US stock market soaring: Investors benefit from Trump and record profits!
US stocks outperform global markets. Experts are discussing whether the boom will continue and which factors are influencing development.
US stock market soaring: Investors benefit from Trump and record profits!
The US stock markets are experiencing a real boom that is astonishing investors worldwide. As the NZZ reports, no other stock exchange has created as much wealth in recent years as the American one. Anyone who invested $10,000 in US stocks in 2000 could own over $27,000 today - adjusted for inflation! In comparison, European stocks have only reached a value of around $16,000. The S&P 500 has already increased by 24 percent this year, while the Euro-Stoxx 600 has only grown by 6 percent.
The dominance of US stock markets is undeniable. This superiority dates back to the early 20th century, when the U.S. stock market achieved an annual real return of 7.0 percent while the rest of the world only achieved 4.9 percent. Analysts at JP Morgan are optimistic and believe that American companies will continue to generate above-average returns in the coming years. Grace Peters, who leads global investment strategy at JP Morgan, predicts a long-term return of 6.7 percent for blue-chip stocks.
The Future of US Stocks
The fundamental strength of the US economy is another reason for the ongoing upward trend. Peters expects average gross domestic product growth of 2.0 percent over the next ten years, while the euro zone is only expected to achieve 1.4 percent. The large American corporations have managed to increase their profit margins to record levels and are therefore in a position to further expand their role as profit machines.
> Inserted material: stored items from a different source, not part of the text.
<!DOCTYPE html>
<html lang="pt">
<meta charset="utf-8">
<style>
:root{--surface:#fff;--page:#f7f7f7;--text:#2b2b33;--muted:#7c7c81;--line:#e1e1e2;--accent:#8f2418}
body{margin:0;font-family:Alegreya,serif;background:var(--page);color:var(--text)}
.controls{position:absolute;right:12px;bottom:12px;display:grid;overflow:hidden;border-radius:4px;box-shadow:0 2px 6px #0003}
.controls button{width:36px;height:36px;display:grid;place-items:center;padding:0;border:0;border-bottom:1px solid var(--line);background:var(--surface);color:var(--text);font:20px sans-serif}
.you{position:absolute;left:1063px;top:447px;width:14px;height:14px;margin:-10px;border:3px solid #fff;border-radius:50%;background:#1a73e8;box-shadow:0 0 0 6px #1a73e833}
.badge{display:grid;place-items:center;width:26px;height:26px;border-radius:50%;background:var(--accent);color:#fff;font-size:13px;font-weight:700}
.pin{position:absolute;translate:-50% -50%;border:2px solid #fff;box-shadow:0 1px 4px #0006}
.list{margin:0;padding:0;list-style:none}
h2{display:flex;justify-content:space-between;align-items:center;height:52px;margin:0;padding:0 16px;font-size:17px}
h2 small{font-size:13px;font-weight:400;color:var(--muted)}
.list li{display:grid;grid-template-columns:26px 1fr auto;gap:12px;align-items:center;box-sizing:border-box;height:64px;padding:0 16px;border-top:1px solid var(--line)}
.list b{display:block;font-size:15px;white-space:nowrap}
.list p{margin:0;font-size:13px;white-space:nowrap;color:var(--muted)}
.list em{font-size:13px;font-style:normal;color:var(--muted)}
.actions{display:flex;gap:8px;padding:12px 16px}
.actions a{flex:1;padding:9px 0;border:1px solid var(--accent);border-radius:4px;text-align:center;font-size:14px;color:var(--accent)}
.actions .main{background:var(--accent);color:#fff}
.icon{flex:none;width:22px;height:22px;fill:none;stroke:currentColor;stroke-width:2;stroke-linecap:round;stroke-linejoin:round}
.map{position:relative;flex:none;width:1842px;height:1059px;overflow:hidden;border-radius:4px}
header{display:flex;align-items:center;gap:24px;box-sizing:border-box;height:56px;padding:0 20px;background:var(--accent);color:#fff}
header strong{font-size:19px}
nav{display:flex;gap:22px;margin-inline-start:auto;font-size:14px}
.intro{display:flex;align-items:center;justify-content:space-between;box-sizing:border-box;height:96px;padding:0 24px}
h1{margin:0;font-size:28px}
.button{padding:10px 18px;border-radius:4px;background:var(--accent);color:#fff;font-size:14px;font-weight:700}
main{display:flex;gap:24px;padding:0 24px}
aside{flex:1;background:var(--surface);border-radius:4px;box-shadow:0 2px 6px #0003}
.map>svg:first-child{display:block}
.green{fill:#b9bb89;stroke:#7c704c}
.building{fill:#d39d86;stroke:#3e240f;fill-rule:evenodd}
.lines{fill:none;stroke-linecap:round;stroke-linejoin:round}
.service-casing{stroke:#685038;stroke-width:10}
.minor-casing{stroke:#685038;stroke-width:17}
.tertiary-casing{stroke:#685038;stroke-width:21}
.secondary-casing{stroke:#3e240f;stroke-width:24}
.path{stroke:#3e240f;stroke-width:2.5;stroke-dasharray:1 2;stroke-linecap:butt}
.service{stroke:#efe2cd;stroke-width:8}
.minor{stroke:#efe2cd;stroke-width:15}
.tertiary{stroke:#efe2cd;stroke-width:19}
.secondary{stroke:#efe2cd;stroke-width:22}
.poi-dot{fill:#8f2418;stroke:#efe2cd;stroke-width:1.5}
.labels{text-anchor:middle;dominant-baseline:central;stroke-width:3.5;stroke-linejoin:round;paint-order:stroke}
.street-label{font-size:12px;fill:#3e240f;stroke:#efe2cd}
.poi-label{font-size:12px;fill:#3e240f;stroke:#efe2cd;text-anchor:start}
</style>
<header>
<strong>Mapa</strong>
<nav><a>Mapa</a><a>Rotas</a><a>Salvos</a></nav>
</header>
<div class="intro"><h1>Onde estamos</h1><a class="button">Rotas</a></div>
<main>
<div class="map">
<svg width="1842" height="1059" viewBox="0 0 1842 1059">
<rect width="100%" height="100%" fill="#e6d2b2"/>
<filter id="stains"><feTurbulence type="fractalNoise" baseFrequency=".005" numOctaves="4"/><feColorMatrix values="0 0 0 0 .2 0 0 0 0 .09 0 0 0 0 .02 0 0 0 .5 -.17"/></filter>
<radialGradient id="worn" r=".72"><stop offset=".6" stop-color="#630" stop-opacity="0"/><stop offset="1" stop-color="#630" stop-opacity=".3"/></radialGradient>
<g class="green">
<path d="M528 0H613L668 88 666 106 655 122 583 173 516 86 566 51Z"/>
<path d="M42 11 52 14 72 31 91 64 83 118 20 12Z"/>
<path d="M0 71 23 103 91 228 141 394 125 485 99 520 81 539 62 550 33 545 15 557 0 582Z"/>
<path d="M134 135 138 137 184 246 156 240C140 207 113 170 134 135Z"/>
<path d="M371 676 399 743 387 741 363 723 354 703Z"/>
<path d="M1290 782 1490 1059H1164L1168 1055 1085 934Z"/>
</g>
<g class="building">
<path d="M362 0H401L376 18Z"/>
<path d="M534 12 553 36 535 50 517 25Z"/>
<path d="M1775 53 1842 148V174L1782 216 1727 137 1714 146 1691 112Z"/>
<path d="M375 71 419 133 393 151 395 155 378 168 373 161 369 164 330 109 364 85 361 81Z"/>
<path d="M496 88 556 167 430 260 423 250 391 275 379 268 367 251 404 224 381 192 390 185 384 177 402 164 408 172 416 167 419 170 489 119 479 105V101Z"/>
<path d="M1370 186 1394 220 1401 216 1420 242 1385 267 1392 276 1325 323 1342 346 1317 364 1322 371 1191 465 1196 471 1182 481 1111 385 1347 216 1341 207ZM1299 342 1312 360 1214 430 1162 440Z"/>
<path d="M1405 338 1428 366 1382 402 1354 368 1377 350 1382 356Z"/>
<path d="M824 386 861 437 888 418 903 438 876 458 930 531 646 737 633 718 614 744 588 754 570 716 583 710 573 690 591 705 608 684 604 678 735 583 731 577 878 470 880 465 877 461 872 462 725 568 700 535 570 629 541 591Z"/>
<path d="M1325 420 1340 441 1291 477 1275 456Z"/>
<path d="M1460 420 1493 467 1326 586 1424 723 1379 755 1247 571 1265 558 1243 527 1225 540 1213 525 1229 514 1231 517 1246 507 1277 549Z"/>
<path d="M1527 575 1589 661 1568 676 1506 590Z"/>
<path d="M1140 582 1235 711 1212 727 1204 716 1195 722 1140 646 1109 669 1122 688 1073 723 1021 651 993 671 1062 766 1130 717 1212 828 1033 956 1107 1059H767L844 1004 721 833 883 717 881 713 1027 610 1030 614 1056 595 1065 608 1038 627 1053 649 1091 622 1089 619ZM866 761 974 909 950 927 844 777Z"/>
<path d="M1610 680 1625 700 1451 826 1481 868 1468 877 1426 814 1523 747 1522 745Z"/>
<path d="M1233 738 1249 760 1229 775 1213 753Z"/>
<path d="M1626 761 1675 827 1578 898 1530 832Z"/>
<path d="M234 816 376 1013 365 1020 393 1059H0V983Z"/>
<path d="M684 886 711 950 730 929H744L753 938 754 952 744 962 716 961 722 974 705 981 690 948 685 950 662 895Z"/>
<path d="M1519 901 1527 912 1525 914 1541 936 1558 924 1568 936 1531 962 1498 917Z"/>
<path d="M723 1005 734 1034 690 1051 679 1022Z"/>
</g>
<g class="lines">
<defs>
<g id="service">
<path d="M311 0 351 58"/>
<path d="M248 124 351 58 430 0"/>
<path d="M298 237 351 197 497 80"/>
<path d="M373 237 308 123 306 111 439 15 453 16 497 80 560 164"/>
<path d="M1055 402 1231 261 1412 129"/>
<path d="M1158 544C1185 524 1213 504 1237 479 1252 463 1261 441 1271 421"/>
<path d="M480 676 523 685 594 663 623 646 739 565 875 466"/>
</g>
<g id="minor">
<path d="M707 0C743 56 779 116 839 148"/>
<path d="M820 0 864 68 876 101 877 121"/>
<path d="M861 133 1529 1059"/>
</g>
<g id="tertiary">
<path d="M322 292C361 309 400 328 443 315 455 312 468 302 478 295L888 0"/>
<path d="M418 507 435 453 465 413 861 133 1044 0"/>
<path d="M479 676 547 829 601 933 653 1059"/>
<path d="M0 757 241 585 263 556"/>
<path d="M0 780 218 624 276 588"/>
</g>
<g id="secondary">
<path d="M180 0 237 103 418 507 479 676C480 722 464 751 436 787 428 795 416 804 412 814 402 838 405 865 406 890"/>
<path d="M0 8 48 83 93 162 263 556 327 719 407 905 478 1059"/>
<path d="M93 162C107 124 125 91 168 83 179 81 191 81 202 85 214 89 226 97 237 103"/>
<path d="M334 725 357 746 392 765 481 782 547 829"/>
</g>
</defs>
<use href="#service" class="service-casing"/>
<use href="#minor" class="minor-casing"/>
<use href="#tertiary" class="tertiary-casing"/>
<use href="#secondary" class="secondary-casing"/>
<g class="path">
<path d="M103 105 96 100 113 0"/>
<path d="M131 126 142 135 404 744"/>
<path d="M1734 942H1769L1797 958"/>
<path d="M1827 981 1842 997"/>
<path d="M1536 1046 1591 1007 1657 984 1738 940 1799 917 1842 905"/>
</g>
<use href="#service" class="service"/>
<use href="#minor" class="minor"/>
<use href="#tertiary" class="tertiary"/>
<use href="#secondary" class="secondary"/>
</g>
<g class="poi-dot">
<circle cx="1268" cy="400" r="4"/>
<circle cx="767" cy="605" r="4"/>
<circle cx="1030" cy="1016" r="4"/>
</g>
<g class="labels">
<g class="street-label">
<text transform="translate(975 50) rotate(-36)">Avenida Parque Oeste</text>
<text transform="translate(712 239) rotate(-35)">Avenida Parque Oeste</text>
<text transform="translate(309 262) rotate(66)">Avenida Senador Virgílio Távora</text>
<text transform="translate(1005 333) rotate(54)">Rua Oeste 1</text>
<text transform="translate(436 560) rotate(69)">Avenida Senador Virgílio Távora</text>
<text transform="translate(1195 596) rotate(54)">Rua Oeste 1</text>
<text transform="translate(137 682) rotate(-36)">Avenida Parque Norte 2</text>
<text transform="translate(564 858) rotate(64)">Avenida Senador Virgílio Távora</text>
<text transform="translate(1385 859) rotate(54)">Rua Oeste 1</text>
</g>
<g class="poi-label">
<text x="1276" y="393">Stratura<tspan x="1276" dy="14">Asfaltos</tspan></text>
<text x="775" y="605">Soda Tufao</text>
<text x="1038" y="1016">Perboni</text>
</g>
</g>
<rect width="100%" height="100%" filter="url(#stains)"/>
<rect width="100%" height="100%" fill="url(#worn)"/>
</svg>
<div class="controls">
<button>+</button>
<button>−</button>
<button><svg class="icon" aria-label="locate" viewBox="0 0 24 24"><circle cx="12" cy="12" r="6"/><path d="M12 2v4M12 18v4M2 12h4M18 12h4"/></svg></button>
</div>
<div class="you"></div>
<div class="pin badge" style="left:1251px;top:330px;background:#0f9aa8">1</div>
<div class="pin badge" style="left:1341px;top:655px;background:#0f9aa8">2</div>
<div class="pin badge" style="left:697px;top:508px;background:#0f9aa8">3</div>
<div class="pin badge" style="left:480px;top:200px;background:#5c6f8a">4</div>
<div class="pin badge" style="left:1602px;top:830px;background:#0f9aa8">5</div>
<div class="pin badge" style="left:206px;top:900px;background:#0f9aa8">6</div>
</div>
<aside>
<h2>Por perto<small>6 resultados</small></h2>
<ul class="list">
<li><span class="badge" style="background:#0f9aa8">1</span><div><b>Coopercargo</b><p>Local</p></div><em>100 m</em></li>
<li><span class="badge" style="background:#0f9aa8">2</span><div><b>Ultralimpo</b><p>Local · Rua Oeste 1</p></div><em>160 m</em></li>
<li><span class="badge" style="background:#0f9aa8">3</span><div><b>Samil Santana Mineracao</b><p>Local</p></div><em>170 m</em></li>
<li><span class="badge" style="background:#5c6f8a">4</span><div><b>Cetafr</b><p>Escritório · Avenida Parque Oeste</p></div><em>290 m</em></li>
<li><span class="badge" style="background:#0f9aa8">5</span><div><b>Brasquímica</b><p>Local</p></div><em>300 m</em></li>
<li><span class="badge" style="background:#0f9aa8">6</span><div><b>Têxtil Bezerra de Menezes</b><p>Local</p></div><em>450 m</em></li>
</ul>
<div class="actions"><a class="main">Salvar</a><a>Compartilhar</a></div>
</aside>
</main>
However, valuations of US stocks are high. The price-to-earnings ratio is 24, while European stocks are only 14. Peters acknowledges that these high valuations somewhat reduce the long-term return potential, but she sees no cause for concern. The large tech companies dominate the market and have a market capitalization that corresponds to the entire market capitalization of the 27 EU countries. However, this concentration also poses risks for investors, as the three largest companies - Apple, Microsoft and Nvidia - already account for 13 percent of the world stock index.
Europe's answer to the boom
But Europe also has its stars. The so-called Granola stocks, which include companies such as GSK, Roche and Nestlé, are the counterpart to the American tech giants. Peters stresses that investors should not lose sight of the risks, particularly the possibility of a return of inflation. In this context, she recommends considering gold as an addition to the portfolio as well as investments in infrastructure.
The current market situation is characterized by positive momentum, which is supported by interest rate cuts by the US Federal Reserve. The Fed cut interest rates by 25 basis points, providing additional stability to markets. The signs are good that the upward trend in American stocks will continue in the future NZZ finally stated.